- [What you are asked to do]:
Using the data below, copy every line that contains the word "sizing".

============

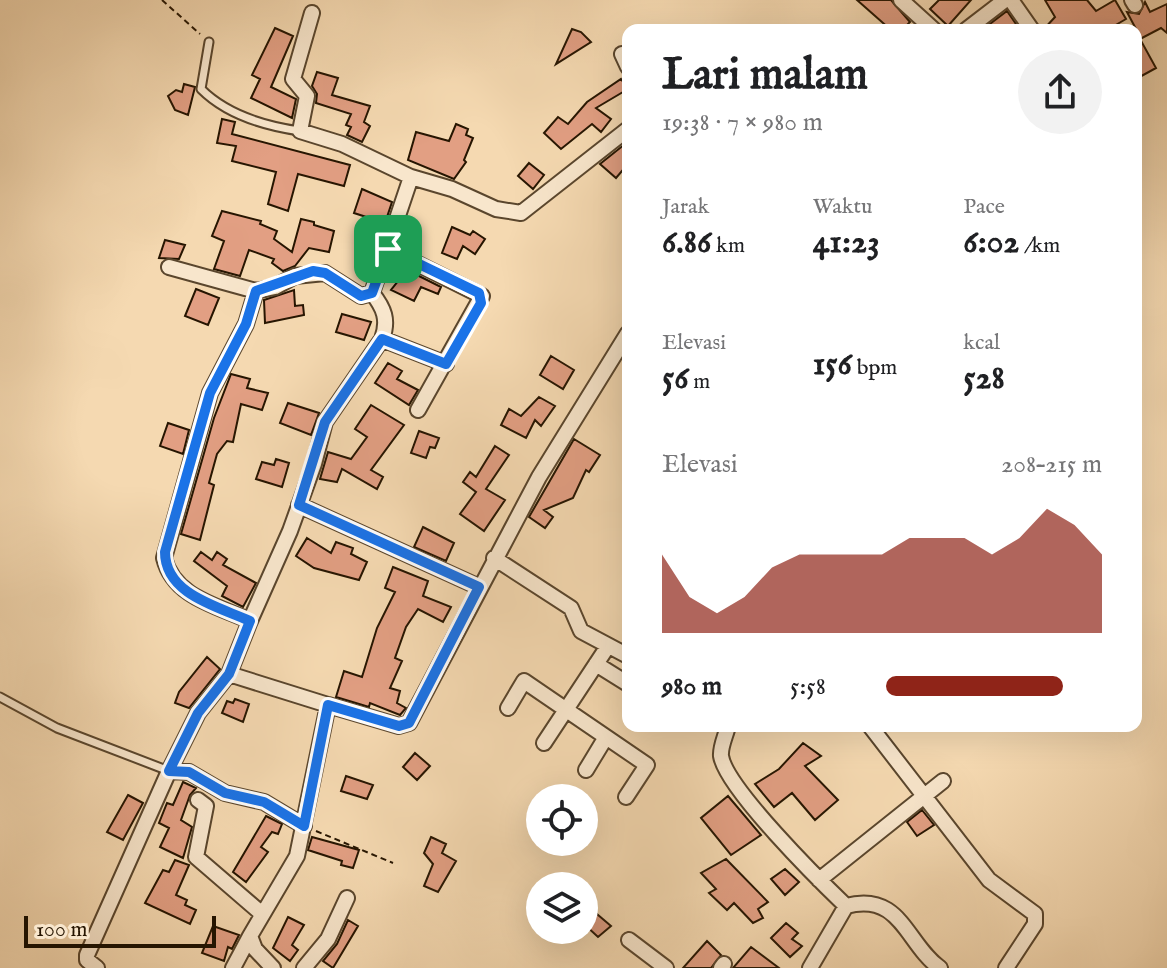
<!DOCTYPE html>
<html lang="id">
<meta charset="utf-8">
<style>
:root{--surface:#fff;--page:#f2f2f2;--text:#202124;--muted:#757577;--accent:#8f2418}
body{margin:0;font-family:"IM FELL English",serif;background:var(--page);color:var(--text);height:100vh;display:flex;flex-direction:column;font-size:30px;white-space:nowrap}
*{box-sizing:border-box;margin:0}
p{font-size:26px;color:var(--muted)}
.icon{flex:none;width:44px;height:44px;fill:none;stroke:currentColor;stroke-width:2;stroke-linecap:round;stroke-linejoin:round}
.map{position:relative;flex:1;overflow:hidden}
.sheet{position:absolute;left:622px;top:24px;width:520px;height:708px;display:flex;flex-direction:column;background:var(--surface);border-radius:16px;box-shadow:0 8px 32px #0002}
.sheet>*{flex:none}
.tools{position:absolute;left:526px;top:784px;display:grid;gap:16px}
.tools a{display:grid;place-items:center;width:72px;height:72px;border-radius:50%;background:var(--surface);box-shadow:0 8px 32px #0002;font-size:40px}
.scale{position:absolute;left:24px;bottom:20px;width:192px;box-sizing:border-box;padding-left:8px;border:4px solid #261501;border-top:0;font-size:22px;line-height:28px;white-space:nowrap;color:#261501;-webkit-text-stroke:6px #f8e6cc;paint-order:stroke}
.pin{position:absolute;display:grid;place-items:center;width:68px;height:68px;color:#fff;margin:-34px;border-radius:16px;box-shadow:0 4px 12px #0006}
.round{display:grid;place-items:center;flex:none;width:84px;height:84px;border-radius:42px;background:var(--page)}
.summary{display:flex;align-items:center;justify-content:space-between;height:136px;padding:0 40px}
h1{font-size:44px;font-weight:800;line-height:60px}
.metrics{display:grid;grid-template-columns:repeat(3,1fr);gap:12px;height:136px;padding:8px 40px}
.metrics div{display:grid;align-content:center}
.metrics b{font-size:34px;font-weight:800}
.metrics small{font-size:22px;font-weight:400}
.metrics p{font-size:22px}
.chart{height:224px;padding:16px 40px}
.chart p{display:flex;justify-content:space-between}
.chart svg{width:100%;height:144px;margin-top:8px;fill:var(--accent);opacity:.7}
ul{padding:0 40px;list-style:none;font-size:26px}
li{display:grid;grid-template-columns:128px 96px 1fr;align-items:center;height:60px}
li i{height:20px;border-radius:10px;background:var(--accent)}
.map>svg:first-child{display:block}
</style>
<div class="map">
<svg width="1167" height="968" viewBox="0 0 1167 968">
<rect width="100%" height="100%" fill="#f5d9b1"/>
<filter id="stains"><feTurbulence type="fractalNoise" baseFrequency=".0025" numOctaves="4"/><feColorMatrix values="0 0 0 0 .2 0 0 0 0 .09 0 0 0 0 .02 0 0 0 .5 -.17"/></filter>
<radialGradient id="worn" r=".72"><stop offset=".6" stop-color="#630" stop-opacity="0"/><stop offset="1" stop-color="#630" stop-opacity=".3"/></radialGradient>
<path fill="#e29f83" stroke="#261501" stroke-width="2" d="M857,0h34l19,22 -8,8h-11z
M939,0h32l-23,26 -18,-17z
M1045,0h42l9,11 19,-11 11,19 -19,11h-64l12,-13z
M1145,2l5,10 17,-8v29l-6,-5 -21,11 16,29 -20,11v-50l-9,-17 12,2z
M1007,11l13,19h-38z
M275,28l18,8 -22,51 25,12 -4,19 -41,-20 9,-19 -8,-4z
M572,29l9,3 10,10 -35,22z
M317,72l21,6 -6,17 38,11 -6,16 6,4 -8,16 -15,-7 4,-8 -5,-2 5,-11 -35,-11 1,-9 -5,-8z
M621,79l7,10 -32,19 15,11 -10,13 -9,-8 -31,25 -17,-16 14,-16 10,7 19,-22z
M184,84l11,3 -7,28 -13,-5 -7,-14 8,-6 6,2z
M222,119l13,3 -3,12 118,31 -6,21 -46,-12 -10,37 -20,-7 8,-32 -44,-11 4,-15 -19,-3z
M456,124l12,5 -2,6 7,3 -9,22 2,2 -12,17 -46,-19 8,-28 33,9z
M625,144l3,20 -12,14 -16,-14z
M529,163l15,12 -11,14 -15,-13z
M362,189l30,13 -7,21 -31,-10z
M222,211l39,10 -1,3 17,7 -3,8 18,13 9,-33 13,3v3l20,6 -5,21 -20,-4 -14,18 -12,5 -11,-8 2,-4 -25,-9 -9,26 -26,-7 10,-28 -12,-5z
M452,227l18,8 3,-4 12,8 -10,15 -12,-8 -6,13 -15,-6z
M165,240l20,5 -6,14 -20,-1z
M407,270l34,17 -3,7 -17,-7 -7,14 -23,-11z
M196,289l23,9 -11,27 -23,-9z
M294,290l1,16 8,-1 1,10 -39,8 -1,-23z
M342,314l29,8 -7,18 -28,-8z
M551,356l23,14 -11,19 -23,-14z
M388,363l14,8 -5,8 21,11 -9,15 -34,-22z
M231,374l19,5 -3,9 21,5 -6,17 -21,-6 -8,38 -6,-1 -10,13 -8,29 5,2 -14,55 -19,-6 33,-116z
M539,397l16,9 -14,20 -6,-6 -9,18 -25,-13 8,-16 12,7z
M288,403l31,10 -8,22 -31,-12z
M371,405l33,20 -33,45 12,7 -6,12 -35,-20 -5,13 -17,-3 8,-27 23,7 16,-22 -12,-8z
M168,423l21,7 -6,24 -23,-8z
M419,431l20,7 -4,10 -5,-1 -4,11 -15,-5z
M574,439l26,16 -11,17 -3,-2 -13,28 -29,12 9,7 -8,11 -16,-11z
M495,446l14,9 -23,34 19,11 -21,31 -24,-17 16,-22 -13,-10 7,-10 6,5z
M276,459l13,4 -7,24 -26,-8 6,-17 12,3z
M423,527l31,16 -8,18 -32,-14z
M307,538l24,15 5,-11 17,6 -2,6 16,8 -8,18 -45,-12 -18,-12z
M201,552l11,8 5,-8 10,7 -4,6 33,18 -13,24 -21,-11 5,-10 -33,-25z
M393,567l35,14 -5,15 28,11 -8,15 -25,-13 -12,18 -11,31 7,3 -12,27 10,3 -3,12 9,5 -6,7 -30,-12 -1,4 -33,-10 8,-26 18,6 15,-49 18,-36 -10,-4z
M207,657l13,12 -31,39 -14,-5 4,-11z
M235,699l14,5 -6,18 -21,-9 5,-12 6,2z
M803,743l18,13 -16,10 33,34 -23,20 -23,-27 -18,14 -19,-23 24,-15z
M415,753l15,13 -13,14 -14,-13z
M346,776l27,9 -6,14 -26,-8z
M183,782l13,6 -6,7 -9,25 11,7 -9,31 -23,-11 9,-19 -10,-5 8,-20 6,2z
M128,795l15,8 -20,37 -16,-8z
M728,796l33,39 -30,20 -30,-37z
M922,810l12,15 -17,11 -10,-14z
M266,816l16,8 -4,10 -6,-2 -11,15 7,5 -22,30 -13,-10z
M312,837l47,13 -6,18 -12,-3 1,-4 -34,-11z
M431,837l15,7 -4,9 14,8 -18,31 -14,-6 9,-22 -9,-11z
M726,859l42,43 -10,7 5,9 -10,5 -19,-20 -7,7 -18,-17 7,-4 -15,-16z
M175,860l14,5 -13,30 11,5 -2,5 11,5 -6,14 -45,-21 18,-33 6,2z
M785,869l14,13 -14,13 -14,-16z
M584,903l27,23 -13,11 -14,-13z
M288,917l16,8 -12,20 6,5 -8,11 -17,-13z
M348,920l10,6 -25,42 -10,-7 14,-17z
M786,923l12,10 -6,6 10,7 -12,11 -19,-19z
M213,926l26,9 -7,14 -4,-2 -4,14 -22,-8z
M707,941l14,14 -10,13h-28z
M751,947l28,21h-46z"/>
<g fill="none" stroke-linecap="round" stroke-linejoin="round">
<defs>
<path id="lane" d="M209,42l-8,47c25,25 64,37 99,42
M0,697l57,31 112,43"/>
<path id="street" d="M901,0l33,30
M1011,0l21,30
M1132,0l3,5
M312,13l-19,66 14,17 -7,35 42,13 69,33 41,12 44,20 25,4 107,-84
M966,30l39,-30
M622,54l6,13
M388,249l94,47 -64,114
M169,267l87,24 19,-4 20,-11 30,-3 36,23 11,-3 39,-116
M372,293c12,15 17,27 10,46
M299,505l180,82
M494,558l77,50 10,23 47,25
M250,621l40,-90 24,-67 11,-42 57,-83 64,25
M596,664l32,20
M229,674l99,31
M508,708l16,-27 123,84 -21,32
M728,726c-2,9 -8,21 -7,30 5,32 99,125 125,150
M870,726l119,154 46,34v10l-29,44
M544,743l64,-97
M586,770l20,-33
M169,771l20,1 36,21 39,9 40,24
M198,800l8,6 -10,51 65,56
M819,880l124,-99
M629,940l37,28
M97,968l-10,-8v-5l82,-184 29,-58 31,-39 21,-53c-31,-15 -76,-23 -86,-63l46,-165 36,-69 10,-33
M233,968l17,-32
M273,968l-18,-19 -5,-13 47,-80 31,-151 71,21 10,-3 130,-246 89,-144
M304,968l24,-29 19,-41
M721,968l3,-4
M810,968l36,-62c55,-15 60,38 94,62"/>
</defs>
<use href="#lane" stroke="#5a462d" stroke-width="11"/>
<use href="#street" stroke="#5a462d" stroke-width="18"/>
<path stroke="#261501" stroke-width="2" stroke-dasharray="6 4" stroke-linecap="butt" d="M162,0l38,34
M316,831l77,32"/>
<use href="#lane" stroke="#f8e6cc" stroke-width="7"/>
<use href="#street" stroke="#f8e6cc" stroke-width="14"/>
</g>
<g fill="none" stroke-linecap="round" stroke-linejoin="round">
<defs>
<path id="route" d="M388,249l91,44 2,10 -35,61 -64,-25 -57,83 -26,83 180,82 -70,136 -10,3 -71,-21 -24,121 -40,-24 -39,-9 -36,-21 -20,-1 29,-58 31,-39 21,-53c-30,-14 -85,-26 -85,-69l45,-159 36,-69 10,-33 57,-20 12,2 36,23 11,-3z"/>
</defs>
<use href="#route" stroke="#fff" stroke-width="16"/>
<use href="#route" stroke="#1a73e8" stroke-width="10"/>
</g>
<rect width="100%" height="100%" filter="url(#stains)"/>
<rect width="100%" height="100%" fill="url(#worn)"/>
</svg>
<div class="tools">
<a><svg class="icon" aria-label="locate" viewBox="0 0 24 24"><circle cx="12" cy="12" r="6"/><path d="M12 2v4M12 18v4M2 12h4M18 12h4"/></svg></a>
<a><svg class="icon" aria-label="layers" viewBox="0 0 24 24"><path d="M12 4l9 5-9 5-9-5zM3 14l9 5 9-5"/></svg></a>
</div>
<div class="scale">100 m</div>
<div class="pin" style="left:388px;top:249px;background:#1e9e55"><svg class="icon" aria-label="arrive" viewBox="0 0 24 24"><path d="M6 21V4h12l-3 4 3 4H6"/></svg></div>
<section class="sheet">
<div class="summary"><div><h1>Lari malam</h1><p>19:38 · 7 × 980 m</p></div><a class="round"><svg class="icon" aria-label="share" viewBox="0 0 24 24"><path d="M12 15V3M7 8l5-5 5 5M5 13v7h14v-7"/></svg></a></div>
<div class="metrics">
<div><p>Jarak</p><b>6.86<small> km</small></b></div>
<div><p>Waktu</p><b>41:23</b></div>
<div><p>Pace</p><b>6:02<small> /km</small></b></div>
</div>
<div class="metrics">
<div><p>Elevasi</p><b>56<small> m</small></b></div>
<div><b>156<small> bpm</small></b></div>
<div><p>kcal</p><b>528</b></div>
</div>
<div class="chart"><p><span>Elevasi</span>208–215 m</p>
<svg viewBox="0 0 160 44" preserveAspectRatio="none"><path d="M0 44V20L10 33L20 38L30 33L40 24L50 20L60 20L70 20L80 20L90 15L100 15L110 15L120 20L130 15L140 6L150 11L160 20V44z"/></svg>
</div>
<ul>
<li><b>980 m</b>5:58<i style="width:82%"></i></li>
</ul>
</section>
</div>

============

- [Result of this task]:
*{box-sizing:border-box;margin:0}
.scale{position:absolute;left:24px;bottom:20px;width:192px;box-sizing:border-box;padding-left:8px;border:4px solid #261501;border-top:0;font-size:22px;line-height:28px;white-space:nowrap;color:#261501;-webkit-text-stroke:6px #f8e6cc;paint-order:stroke}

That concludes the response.